** The task **
Let your answer be the line containing "Parse this image: labels, road" and every line below it to the end of the records, copied exactly.

** Supplied data **
--- START ---

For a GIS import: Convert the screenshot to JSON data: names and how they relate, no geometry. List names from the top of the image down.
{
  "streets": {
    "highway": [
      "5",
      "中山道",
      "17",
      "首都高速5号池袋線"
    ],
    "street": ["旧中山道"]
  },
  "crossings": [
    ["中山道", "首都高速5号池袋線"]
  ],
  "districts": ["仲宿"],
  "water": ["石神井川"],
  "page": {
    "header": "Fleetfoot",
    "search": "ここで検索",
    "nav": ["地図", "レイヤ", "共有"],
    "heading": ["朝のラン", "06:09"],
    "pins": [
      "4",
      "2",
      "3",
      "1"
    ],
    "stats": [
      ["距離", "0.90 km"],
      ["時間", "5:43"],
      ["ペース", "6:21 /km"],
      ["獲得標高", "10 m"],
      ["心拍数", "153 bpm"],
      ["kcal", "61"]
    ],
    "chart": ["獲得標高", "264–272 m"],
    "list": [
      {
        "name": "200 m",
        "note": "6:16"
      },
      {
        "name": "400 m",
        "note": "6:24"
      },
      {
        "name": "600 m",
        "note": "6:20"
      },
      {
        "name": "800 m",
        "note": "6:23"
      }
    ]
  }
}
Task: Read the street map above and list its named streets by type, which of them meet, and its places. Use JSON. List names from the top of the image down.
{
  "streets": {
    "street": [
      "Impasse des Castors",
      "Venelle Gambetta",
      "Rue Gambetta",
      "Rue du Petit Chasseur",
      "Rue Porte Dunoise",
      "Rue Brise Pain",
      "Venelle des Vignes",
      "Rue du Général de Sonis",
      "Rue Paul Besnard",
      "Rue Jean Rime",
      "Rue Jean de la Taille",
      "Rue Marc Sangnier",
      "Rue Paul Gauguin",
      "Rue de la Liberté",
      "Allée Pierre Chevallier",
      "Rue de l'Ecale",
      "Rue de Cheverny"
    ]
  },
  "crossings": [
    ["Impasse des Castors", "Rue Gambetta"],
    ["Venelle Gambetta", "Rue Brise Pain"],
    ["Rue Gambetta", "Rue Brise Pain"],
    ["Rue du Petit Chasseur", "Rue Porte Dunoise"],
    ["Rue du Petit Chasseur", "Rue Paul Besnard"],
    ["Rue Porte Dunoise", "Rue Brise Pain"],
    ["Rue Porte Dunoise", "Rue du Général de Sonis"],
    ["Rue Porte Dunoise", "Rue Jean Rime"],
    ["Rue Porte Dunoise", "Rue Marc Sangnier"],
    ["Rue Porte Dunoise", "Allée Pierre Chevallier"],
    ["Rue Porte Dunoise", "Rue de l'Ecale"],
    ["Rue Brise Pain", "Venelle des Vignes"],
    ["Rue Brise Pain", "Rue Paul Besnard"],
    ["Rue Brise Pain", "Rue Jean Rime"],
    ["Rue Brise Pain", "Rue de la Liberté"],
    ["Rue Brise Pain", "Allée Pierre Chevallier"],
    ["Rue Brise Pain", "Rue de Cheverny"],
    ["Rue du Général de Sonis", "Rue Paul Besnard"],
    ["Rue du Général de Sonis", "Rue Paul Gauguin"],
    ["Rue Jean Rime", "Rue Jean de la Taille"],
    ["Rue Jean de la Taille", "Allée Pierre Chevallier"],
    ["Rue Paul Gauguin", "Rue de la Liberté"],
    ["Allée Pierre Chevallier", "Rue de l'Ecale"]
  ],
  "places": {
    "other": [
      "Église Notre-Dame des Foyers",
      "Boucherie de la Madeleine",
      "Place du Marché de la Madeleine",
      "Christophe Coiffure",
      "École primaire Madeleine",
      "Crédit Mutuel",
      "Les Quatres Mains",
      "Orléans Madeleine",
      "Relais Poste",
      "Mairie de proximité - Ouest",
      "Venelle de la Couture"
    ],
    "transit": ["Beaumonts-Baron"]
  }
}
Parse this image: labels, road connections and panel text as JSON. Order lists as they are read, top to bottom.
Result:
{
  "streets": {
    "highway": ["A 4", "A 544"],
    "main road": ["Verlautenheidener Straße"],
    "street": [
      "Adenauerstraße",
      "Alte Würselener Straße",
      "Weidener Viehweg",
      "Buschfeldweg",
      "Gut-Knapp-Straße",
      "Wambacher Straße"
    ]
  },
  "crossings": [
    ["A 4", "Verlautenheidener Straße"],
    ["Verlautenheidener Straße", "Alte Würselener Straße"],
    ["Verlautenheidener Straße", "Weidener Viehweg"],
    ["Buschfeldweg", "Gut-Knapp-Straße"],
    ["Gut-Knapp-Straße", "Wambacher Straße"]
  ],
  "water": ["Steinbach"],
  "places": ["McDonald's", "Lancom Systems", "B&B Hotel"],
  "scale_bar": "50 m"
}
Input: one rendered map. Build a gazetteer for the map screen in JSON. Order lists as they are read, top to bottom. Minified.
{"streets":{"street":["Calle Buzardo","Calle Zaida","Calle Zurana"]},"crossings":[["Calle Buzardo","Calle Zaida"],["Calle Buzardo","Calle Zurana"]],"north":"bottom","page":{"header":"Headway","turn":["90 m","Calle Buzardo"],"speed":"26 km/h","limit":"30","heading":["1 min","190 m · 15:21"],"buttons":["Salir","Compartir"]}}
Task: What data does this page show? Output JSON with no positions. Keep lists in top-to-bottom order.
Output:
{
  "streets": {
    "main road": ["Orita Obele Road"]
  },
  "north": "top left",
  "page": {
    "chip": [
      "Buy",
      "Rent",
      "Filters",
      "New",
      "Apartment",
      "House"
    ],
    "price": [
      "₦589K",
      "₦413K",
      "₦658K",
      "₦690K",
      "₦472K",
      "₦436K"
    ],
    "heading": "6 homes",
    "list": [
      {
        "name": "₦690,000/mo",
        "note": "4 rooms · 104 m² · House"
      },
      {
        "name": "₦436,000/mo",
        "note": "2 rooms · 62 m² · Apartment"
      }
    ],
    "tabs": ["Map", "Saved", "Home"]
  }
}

--- END ---

** Written answer **
Parse this image: labels, road connections and panel text as JSON. Order lists as they are read, top to bottom.
Result:
{
  "streets": {
    "highway": ["A 4", "A 544"],
    "main road": ["Verlautenheidener Straße"],
    "street": [
      "Adenauerstraße",
      "Alte Würselener Straße",
      "Weidener Viehweg",
      "Buschfeldweg",
      "Gut-Knapp-Straße",
      "Wambacher Straße"
    ]
  },
  "crossings": [
    ["A 4", "Verlautenheidener Straße"],
    ["Verlautenheidener Straße", "Alte Würselener Straße"],
    ["Verlautenheidener Straße", "Weidener Viehweg"],
    ["Buschfeldweg", "Gut-Knapp-Straße"],
    ["Gut-Knapp-Straße", "Wambacher Straße"]
  ],
  "water": ["Steinbach"],
  "places": ["McDonald's", "Lancom Systems", "B&B Hotel"],
  "scale_bar": "50 m"
}
Input: one rendered map. Build a gazetteer for the map screen in JSON. Order lists as they are read, top to bottom. Minified.
{"streets":{"street":["Calle Buzardo","Calle Zaida","Calle Zurana"]},"crossings":[["Calle Buzardo","Calle Zaida"],["Calle Buzardo","Calle Zurana"]],"north":"bottom","page":{"header":"Headway","turn":["90 m","Calle Buzardo"],"speed":"26 km/h","limit":"30","heading":["1 min","190 m · 15:21"],"buttons":["Salir","Compartir"]}}
Task: What data does this page show? Output JSON with no positions. Keep lists in top-to-bottom order.
Output:
{
  "streets": {
    "main road": ["Orita Obele Road"]
  },
  "north": "top left",
  "page": {
    "chip": [
      "Buy",
      "Rent",
      "Filters",
      "New",
      "Apartment",
      "House"
    ],
    "price": [
      "₦589K",
      "₦413K",
      "₦658K",
      "₦690K",
      "₦472K",
      "₦436K"
    ],
    "heading": "6 homes",
    "list": [
      {
        "name": "₦690,000/mo",
        "note": "4 rooms · 104 m² · House"
      },
      {
        "name": "₦436,000/mo",
        "note": "2 rooms · 62 m² · Apartment"
      }
    ],
    "tabs": ["Map", "Saved", "Home"]
  }
}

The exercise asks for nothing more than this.